__Prompt__. Drop the images, then output the listing exactly.

__Dataset section__.
[Start of section]
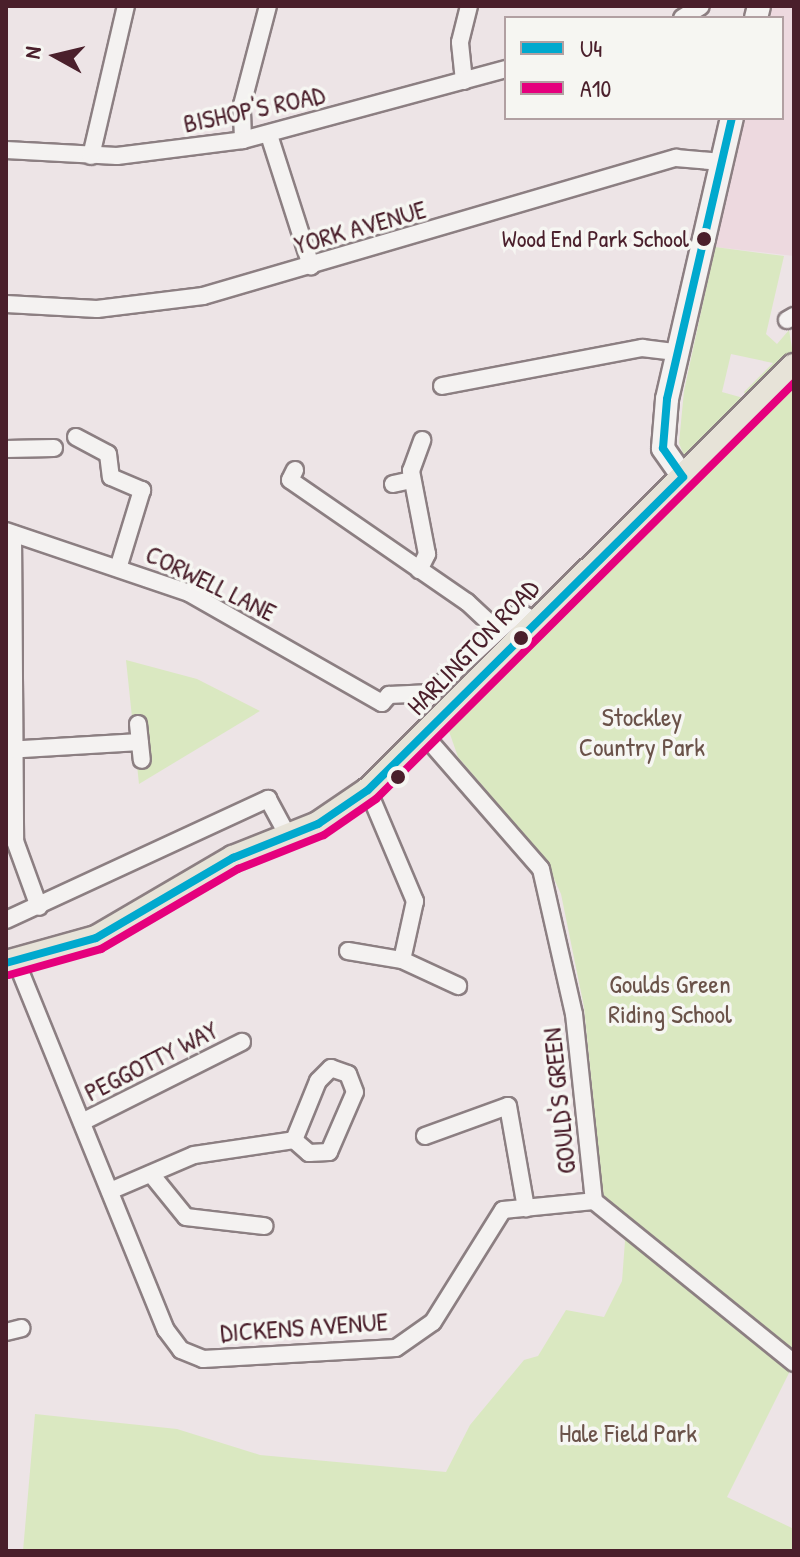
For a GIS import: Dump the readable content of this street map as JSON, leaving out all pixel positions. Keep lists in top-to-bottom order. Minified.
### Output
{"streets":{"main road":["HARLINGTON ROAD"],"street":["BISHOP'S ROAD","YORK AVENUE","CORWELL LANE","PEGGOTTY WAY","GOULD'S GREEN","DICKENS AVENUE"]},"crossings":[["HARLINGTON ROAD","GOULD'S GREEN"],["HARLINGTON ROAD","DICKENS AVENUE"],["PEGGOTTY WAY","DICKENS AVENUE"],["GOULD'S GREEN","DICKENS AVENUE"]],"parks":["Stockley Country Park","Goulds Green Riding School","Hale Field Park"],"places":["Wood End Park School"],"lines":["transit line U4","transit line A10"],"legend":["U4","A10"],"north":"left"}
[End of section]
__Response__.
For a GIS import: Dump the readable content of this street map as JSON, leaving out all pixel positions. Keep lists in top-to-bottom order. Minified.
### Output
{"streets":{"main road":["HARLINGTON ROAD"],"street":["BISHOP'S ROAD","YORK AVENUE","CORWELL LANE","PEGGOTTY WAY","GOULD'S GREEN","DICKENS AVENUE"]},"crossings":[["HARLINGTON ROAD","GOULD'S GREEN"],["HARLINGTON ROAD","DICKENS AVENUE"],["PEGGOTTY WAY","DICKENS AVENUE"],["GOULD'S GREEN","DICKENS AVENUE"]],"parks":["Stockley Country Park","Goulds Green Riding School","Hale Field Park"],"places":["Wood End Park School"],"lines":["transit line U4","transit line A10"],"legend":["U4","A10"],"north":"left"}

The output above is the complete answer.